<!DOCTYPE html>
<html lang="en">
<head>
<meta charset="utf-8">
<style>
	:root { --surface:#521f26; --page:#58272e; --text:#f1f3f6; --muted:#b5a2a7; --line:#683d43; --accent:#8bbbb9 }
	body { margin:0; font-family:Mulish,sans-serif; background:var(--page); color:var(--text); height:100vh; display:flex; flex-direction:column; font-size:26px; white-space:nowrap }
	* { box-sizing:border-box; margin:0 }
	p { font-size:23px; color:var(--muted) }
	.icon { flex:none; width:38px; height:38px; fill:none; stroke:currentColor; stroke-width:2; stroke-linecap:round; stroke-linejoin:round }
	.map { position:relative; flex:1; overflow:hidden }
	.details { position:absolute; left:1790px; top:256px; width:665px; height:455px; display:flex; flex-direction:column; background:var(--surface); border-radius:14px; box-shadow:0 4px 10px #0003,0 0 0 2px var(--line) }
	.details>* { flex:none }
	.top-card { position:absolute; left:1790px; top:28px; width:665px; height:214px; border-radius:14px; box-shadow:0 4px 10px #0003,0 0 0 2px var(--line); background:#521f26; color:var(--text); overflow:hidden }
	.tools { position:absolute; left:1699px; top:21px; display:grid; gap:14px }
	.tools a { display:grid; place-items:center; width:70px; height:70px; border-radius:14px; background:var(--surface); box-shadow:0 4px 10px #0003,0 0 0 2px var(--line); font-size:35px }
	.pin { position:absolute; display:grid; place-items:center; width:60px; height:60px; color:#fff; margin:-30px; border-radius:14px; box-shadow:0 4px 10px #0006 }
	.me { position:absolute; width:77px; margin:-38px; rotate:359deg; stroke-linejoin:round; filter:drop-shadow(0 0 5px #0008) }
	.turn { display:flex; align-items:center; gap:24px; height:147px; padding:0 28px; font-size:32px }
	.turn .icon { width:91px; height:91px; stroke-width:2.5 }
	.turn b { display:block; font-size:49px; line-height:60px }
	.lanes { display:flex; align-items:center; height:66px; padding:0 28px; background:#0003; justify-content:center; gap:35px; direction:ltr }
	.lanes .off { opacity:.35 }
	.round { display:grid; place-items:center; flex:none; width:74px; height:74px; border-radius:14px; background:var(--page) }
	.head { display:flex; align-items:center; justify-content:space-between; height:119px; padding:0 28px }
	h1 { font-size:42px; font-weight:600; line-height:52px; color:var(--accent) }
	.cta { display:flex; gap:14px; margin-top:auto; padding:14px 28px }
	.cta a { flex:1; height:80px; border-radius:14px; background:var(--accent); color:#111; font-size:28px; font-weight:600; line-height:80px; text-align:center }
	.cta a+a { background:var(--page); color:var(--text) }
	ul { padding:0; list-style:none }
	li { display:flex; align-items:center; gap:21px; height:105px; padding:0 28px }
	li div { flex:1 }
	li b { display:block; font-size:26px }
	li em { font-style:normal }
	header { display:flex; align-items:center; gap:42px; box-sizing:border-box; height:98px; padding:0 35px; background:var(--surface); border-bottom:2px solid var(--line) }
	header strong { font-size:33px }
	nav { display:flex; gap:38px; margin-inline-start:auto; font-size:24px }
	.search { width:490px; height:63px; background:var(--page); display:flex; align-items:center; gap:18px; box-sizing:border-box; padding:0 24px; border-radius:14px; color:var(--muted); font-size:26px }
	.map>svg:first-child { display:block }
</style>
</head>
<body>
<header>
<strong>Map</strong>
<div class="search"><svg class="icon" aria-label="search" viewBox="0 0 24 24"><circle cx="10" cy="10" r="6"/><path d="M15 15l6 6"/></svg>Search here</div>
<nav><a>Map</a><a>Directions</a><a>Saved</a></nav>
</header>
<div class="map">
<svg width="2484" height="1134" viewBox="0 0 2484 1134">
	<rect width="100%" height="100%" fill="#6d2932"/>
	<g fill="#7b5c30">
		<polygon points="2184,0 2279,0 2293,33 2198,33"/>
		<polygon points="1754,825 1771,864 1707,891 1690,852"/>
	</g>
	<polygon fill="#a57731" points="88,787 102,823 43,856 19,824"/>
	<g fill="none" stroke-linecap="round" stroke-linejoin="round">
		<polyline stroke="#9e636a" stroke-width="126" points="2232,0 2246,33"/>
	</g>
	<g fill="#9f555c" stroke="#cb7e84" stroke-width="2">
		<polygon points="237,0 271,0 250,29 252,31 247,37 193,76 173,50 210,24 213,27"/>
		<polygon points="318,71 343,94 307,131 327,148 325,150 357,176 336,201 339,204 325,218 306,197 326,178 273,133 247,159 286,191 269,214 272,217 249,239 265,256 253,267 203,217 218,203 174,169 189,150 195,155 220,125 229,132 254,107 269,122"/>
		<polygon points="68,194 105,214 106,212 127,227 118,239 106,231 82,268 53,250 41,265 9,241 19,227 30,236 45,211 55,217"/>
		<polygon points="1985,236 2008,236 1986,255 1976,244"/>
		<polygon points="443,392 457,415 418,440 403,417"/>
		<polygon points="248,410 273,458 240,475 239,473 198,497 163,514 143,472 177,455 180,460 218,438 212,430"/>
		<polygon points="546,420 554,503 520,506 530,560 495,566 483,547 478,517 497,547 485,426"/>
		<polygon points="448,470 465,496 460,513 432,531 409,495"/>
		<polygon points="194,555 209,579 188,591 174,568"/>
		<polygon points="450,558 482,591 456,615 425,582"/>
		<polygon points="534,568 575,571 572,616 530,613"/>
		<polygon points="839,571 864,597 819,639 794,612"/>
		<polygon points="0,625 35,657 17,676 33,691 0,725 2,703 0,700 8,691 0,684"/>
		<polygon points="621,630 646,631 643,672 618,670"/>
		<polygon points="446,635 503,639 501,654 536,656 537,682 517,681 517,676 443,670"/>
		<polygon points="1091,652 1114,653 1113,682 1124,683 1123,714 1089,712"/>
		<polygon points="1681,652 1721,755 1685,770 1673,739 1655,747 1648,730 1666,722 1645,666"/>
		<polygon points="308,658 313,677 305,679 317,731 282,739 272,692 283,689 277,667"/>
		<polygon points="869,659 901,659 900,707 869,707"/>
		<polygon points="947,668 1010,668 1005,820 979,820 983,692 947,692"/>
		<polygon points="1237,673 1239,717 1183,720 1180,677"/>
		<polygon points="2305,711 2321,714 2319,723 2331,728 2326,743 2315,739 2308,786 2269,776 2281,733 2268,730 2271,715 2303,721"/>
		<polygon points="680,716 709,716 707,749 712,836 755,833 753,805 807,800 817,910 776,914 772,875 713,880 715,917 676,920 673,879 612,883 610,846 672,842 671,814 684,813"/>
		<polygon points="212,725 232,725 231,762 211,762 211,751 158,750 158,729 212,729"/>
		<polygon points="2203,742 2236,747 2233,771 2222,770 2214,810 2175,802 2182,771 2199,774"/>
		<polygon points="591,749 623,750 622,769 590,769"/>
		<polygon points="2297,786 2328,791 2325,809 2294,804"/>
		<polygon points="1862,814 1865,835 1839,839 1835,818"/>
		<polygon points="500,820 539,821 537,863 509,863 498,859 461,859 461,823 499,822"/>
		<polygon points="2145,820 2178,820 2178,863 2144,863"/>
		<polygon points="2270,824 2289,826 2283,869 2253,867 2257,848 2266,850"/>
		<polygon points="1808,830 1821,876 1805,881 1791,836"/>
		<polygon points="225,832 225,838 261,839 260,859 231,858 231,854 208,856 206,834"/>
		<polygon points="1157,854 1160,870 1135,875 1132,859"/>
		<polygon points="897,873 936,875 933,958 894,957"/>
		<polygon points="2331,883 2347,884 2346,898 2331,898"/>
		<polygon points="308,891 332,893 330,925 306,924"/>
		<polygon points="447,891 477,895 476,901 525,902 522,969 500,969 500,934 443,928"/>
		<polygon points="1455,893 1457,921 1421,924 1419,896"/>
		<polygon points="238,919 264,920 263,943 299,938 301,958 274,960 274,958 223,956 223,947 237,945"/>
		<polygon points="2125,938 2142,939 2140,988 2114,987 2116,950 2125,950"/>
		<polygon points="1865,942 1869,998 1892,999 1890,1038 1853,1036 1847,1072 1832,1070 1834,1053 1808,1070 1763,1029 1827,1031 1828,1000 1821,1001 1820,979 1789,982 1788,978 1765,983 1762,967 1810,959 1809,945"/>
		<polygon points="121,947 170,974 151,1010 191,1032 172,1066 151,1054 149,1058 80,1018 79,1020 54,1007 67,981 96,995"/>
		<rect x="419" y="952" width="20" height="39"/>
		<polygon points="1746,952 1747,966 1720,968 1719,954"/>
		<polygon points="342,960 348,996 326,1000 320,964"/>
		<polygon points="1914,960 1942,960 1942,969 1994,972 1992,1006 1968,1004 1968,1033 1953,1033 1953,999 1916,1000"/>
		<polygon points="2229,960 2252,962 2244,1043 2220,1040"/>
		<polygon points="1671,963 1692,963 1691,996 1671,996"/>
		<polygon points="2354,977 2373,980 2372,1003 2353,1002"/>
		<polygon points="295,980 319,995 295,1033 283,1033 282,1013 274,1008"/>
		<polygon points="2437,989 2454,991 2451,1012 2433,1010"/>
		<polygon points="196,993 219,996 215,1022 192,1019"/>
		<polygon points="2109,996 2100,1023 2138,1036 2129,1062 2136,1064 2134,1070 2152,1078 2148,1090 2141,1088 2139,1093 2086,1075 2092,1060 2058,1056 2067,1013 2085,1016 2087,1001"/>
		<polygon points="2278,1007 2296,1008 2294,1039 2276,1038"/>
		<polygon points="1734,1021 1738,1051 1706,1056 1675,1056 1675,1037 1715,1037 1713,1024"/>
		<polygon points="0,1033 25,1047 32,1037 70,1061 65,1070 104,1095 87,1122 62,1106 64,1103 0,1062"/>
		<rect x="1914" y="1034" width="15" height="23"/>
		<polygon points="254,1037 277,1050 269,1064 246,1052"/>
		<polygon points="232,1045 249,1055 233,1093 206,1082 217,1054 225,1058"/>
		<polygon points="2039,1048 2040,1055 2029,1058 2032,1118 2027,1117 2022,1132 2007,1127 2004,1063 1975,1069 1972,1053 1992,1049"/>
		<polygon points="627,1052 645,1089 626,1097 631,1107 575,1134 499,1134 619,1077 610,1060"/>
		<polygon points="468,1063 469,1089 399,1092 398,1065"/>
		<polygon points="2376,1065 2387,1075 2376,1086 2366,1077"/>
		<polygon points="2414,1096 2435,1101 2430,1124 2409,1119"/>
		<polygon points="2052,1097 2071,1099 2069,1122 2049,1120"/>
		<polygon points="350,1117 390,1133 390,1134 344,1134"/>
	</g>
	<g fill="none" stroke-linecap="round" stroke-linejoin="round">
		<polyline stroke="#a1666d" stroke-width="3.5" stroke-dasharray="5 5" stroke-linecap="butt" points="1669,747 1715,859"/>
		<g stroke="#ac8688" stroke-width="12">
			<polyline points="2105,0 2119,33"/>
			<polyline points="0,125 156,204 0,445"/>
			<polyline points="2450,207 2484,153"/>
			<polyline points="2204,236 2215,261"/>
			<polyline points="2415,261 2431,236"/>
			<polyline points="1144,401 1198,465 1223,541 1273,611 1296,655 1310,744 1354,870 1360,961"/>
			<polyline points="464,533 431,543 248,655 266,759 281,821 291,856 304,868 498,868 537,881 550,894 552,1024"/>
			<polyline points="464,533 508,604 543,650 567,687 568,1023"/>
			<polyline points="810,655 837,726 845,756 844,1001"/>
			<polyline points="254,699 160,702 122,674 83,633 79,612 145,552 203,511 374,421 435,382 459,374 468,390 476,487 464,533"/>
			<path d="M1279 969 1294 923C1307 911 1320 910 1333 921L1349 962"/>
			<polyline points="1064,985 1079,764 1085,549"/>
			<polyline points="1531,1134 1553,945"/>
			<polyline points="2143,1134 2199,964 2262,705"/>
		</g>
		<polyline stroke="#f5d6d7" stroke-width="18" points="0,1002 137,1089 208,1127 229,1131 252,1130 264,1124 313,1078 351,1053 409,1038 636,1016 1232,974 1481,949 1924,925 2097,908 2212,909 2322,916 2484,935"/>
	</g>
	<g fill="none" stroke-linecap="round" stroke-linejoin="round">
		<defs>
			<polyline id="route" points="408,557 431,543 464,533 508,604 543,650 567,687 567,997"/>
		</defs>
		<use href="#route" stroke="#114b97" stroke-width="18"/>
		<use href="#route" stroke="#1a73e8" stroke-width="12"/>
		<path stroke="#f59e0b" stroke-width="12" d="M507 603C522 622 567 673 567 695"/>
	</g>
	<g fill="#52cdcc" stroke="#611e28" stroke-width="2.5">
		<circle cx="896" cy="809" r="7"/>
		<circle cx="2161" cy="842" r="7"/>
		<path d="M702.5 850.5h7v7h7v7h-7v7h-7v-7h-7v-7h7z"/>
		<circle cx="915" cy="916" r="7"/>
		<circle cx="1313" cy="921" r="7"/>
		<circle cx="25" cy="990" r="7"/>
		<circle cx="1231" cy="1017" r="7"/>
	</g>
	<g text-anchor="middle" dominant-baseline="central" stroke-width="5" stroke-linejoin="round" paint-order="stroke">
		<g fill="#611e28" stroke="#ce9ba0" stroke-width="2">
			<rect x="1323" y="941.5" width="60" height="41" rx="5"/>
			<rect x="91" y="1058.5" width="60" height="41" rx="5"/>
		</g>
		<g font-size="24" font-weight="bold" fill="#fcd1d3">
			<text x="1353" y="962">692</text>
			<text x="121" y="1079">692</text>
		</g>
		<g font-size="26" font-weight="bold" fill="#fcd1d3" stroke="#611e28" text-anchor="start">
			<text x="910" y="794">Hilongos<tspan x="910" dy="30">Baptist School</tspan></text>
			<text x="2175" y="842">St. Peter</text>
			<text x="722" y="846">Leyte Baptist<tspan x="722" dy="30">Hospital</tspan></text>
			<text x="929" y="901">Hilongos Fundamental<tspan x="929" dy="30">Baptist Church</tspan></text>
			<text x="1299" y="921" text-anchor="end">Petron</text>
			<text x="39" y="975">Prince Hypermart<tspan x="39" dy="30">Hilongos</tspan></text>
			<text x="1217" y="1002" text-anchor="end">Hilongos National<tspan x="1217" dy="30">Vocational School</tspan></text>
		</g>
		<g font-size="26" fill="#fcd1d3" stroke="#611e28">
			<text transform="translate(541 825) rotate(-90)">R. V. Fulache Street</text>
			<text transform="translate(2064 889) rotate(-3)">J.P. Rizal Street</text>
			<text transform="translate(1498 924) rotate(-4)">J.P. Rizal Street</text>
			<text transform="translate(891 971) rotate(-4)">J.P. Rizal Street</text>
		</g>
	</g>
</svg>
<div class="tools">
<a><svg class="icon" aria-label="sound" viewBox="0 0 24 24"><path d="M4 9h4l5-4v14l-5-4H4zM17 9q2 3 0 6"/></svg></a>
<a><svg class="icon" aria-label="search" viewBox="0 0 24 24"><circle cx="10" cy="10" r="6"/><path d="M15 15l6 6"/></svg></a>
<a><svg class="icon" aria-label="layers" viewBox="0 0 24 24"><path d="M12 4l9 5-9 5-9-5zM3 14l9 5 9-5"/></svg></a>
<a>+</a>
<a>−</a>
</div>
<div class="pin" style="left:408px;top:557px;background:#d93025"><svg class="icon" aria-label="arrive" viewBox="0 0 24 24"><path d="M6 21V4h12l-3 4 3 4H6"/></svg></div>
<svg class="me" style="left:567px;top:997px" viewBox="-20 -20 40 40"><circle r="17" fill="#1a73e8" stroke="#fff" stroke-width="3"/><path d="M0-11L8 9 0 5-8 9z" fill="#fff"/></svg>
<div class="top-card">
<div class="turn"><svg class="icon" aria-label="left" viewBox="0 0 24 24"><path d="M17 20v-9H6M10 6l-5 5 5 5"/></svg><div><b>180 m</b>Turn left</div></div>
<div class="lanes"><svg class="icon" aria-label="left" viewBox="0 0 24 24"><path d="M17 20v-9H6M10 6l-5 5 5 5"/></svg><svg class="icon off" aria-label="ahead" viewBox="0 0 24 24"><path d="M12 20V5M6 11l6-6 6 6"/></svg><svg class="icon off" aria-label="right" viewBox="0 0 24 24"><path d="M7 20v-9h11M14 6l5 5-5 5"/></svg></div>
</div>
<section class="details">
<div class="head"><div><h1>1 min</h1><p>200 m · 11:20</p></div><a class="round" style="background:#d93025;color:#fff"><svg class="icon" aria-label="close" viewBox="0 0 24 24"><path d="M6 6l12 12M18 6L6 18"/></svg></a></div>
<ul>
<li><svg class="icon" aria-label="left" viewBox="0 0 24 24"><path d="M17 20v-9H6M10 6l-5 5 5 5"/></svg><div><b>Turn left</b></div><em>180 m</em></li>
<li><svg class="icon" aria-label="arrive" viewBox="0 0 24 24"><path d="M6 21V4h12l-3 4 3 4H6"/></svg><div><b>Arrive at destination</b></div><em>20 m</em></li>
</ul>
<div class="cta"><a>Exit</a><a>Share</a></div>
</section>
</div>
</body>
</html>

* What is required *
All lines that hold the word "body" should be copied from the data.

* Completed exercise *
	body { margin:0; font-family:Mulish,sans-serif; background:var(--page); color:var(--text); height:100vh; display:flex; flex-direction:column; font-size:26px; white-space:nowrap }
<body>
</body>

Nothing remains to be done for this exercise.